[INFORMATION — start]

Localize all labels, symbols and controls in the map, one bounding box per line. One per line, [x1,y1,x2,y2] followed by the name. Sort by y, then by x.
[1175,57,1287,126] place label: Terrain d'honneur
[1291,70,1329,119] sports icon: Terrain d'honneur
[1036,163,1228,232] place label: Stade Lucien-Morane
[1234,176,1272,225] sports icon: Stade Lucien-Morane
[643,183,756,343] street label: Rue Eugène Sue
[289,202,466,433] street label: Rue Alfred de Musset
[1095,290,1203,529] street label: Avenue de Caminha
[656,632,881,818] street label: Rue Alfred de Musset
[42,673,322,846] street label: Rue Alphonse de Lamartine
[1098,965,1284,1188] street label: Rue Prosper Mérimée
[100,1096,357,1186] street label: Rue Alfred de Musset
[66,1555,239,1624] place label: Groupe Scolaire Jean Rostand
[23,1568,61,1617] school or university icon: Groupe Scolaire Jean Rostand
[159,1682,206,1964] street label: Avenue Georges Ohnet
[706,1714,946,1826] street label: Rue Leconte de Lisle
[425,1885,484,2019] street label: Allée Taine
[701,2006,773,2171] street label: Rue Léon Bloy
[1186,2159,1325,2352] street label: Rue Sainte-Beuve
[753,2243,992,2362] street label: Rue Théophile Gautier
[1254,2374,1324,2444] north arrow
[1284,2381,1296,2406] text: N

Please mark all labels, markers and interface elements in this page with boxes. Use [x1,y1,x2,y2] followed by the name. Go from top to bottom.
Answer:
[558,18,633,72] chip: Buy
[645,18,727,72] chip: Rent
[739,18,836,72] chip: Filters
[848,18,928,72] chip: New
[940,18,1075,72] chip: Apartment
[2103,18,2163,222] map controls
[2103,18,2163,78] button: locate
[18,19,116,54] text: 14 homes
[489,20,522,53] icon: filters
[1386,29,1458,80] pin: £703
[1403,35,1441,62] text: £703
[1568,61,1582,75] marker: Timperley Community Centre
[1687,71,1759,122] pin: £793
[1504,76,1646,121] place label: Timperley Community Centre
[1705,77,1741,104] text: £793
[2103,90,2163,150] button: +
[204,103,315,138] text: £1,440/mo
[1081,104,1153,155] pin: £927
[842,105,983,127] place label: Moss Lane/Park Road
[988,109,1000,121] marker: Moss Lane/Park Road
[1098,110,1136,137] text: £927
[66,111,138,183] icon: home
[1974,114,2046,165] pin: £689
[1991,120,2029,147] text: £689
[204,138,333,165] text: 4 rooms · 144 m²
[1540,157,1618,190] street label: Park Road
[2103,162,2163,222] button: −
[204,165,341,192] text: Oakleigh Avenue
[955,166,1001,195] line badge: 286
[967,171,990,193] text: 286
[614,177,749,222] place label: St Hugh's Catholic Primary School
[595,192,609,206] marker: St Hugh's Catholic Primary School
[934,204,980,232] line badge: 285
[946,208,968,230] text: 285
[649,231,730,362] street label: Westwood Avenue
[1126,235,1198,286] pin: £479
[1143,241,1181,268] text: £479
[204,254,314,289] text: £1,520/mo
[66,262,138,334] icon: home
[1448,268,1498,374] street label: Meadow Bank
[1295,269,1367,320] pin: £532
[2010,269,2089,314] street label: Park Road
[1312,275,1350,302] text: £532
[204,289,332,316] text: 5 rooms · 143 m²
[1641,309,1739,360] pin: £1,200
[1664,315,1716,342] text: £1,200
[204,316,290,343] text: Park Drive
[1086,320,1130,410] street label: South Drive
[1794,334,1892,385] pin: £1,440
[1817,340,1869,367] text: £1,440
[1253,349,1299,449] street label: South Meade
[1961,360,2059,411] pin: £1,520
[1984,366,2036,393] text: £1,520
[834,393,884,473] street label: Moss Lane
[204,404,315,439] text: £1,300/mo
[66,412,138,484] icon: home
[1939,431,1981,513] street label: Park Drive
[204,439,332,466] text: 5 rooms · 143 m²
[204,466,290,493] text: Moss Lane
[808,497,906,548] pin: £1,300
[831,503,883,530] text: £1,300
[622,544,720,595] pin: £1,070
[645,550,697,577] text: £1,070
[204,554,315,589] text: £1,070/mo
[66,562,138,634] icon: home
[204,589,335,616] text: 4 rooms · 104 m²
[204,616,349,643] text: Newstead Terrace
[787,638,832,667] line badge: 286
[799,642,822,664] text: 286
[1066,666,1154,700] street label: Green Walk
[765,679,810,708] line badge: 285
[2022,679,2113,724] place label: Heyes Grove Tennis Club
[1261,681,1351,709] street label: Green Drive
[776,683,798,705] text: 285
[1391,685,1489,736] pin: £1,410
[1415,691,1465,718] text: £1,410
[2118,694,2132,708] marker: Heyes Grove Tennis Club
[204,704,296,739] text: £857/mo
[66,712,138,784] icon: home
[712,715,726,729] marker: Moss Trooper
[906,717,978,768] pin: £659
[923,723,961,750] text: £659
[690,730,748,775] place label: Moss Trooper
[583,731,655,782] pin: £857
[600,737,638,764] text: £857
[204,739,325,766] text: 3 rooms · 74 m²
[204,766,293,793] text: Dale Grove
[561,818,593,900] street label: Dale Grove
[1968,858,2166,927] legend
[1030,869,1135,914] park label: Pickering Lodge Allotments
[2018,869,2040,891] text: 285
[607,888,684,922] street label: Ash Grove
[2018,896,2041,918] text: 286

[INFORMATION — finish]

● TASK DIRECTIONS: From the opening line of the data above, please print each line as written up to and including the line that contains "Please mark all", and nothing more.

● SOLUTION:
Localize all labels, symbols and controls in the map, one bounding box per line. One per line, [x1,y1,x2,y2] followed by the name. Sort by y, then by x.
[1175,57,1287,126] place label: Terrain d'honneur
[1291,70,1329,119] sports icon: Terrain d'honneur
[1036,163,1228,232] place label: Stade Lucien-Morane
[1234,176,1272,225] sports icon: Stade Lucien-Morane
[643,183,756,343] street label: Rue Eugène Sue
[289,202,466,433] street label: Rue Alfred de Musset
[1095,290,1203,529] street label: Avenue de Caminha
[656,632,881,818] street label: Rue Alfred de Musset
[42,673,322,846] street label: Rue Alphonse de Lamartine
[1098,965,1284,1188] street label: Rue Prosper Mérimée
[100,1096,357,1186] street label: Rue Alfred de Musset
[66,1555,239,1624] place label: Groupe Scolaire Jean Rostand
[23,1568,61,1617] school or university icon: Groupe Scolaire Jean Rostand
[159,1682,206,1964] street label: Avenue Georges Ohnet
[706,1714,946,1826] street label: Rue Leconte de Lisle
[425,1885,484,2019] street label: Allée Taine
[701,2006,773,2171] street label: Rue Léon Bloy
[1186,2159,1325,2352] street label: Rue Sainte-Beuve
[753,2243,992,2362] street label: Rue Théophile Gautier
[1254,2374,1324,2444] north arrow
[1284,2381,1296,2406] text: N

Please mark all labels, markers and interface elements in this page with boxes. Use [x1,y1,x2,y2] followed by the name. Go from top to bottom.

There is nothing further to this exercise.